- Attackers can remotely execute commands on vulnerable industrial robots without requiring authentication
- Obsolete industrial robots can expose entire manufacturing networks to devastating cyberattacks today
- Poor network segmentation could allow compromised workstations to hijack nearby collaborative robots
A critical command injection vulnerability has been discovered in Universal Robots PolyScope 5, the operating system that powers the company’s collaborative robots.
The flaw, identified as CVE-2026-8153, has a CVSS score of 9.8 and affects all software versions prior to PolyScope 5.25.1.
An unauthenticated attacker who can reach the Dashboard Server’s network port can create commands that run directly on the robot’s underlying operating system.
Command injection vulnerability actually works
This vulnerability could completely compromise the robot controller, affecting the confidentiality, integrity and availability of the entire system.

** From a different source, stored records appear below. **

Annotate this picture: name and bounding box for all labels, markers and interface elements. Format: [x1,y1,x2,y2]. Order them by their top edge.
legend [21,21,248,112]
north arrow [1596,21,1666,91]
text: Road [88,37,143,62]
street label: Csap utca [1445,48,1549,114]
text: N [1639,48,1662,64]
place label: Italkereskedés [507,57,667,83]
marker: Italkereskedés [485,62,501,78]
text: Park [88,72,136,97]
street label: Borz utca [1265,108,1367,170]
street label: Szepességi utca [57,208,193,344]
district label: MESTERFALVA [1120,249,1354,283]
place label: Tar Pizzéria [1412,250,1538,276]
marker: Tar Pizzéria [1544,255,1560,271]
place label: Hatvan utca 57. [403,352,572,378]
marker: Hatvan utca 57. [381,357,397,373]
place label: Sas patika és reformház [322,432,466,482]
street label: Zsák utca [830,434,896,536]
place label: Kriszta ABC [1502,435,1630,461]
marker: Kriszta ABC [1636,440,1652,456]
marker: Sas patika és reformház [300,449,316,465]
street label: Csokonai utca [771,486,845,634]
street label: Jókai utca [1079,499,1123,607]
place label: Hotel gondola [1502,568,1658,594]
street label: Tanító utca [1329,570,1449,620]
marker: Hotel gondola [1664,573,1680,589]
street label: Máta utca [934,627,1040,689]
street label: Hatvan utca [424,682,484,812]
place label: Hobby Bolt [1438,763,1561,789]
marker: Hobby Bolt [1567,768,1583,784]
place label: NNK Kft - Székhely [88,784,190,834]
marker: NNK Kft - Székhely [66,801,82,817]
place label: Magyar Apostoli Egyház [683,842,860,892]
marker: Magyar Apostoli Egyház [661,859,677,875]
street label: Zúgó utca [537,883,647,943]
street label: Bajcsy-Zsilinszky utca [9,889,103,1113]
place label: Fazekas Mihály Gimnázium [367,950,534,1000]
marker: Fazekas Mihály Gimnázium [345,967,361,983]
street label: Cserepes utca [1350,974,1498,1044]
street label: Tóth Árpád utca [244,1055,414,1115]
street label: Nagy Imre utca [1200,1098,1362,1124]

Dashboard Server accepts user-controlled input and passes it to the operating system without properly neutralizing special command elements.

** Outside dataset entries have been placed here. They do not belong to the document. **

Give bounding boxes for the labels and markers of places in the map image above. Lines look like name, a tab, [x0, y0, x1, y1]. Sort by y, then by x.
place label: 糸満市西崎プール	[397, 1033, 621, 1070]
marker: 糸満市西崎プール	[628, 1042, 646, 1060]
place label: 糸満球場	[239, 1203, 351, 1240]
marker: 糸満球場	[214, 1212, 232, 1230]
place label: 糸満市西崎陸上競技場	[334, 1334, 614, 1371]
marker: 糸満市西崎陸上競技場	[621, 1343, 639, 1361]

This monitoring allows an attacker to inject arbitrary commands that the robot will execute with full system privileges.
The flaw was discovered and reported by Vera Mens of Claroty Team82, who coordinated the disclosure through CISA and CERT/CC’s VINCE platform.
Universal Robots has released a patch in PolyScope 5.25.1, which is available on the company’s support site for all affected customers, but the patch doesn’t do anything until someone actually installs it, and every day that goes by without updating is another day that attackers have to exploit known vulnerabilities.
Therefore, the company strongly recommends that all users update to version 5.25.1 or later as soon as possible.
Network security is the true protection against this exploitation.
Remote exploitation of this vulnerability requires that the robot dashboard server be enabled in the user interface and that the attacker must be able to access its network port.
Universal Robots stated that its products are not designed to be accessible directly from the Internet and that corporate firewalls often prevent direct incoming Internet access.
However, robots that can be accessed from a local area network may be vulnerable to attacks originating within that network.
“The security of your network is essential to the security of your robot,” the company warned in its notice to customers and integrators.
At the time of this disclosure no known public exploits specifically targeting this vulnerability have been reported to CISA.
This vulnerability is serious and the conditions of exploitation are not difficult to imagine in real industrial environments.
A compromised workstation on the same factory network could easily reach a robot’s dashboard server port if proper network segmentation is missing.
Its subsequent behavior could be unpredictable, because it is controlled by someone other than its owners.
So this probably won’t lead to some kind of autonomous robotics revolution, but just represents the preponderance of hackers trying to take control of systems.
The rise of collaborative robots working alongside humans makes this threat particularly concerning because a compromised robot could cause physical harm to nearby personnel.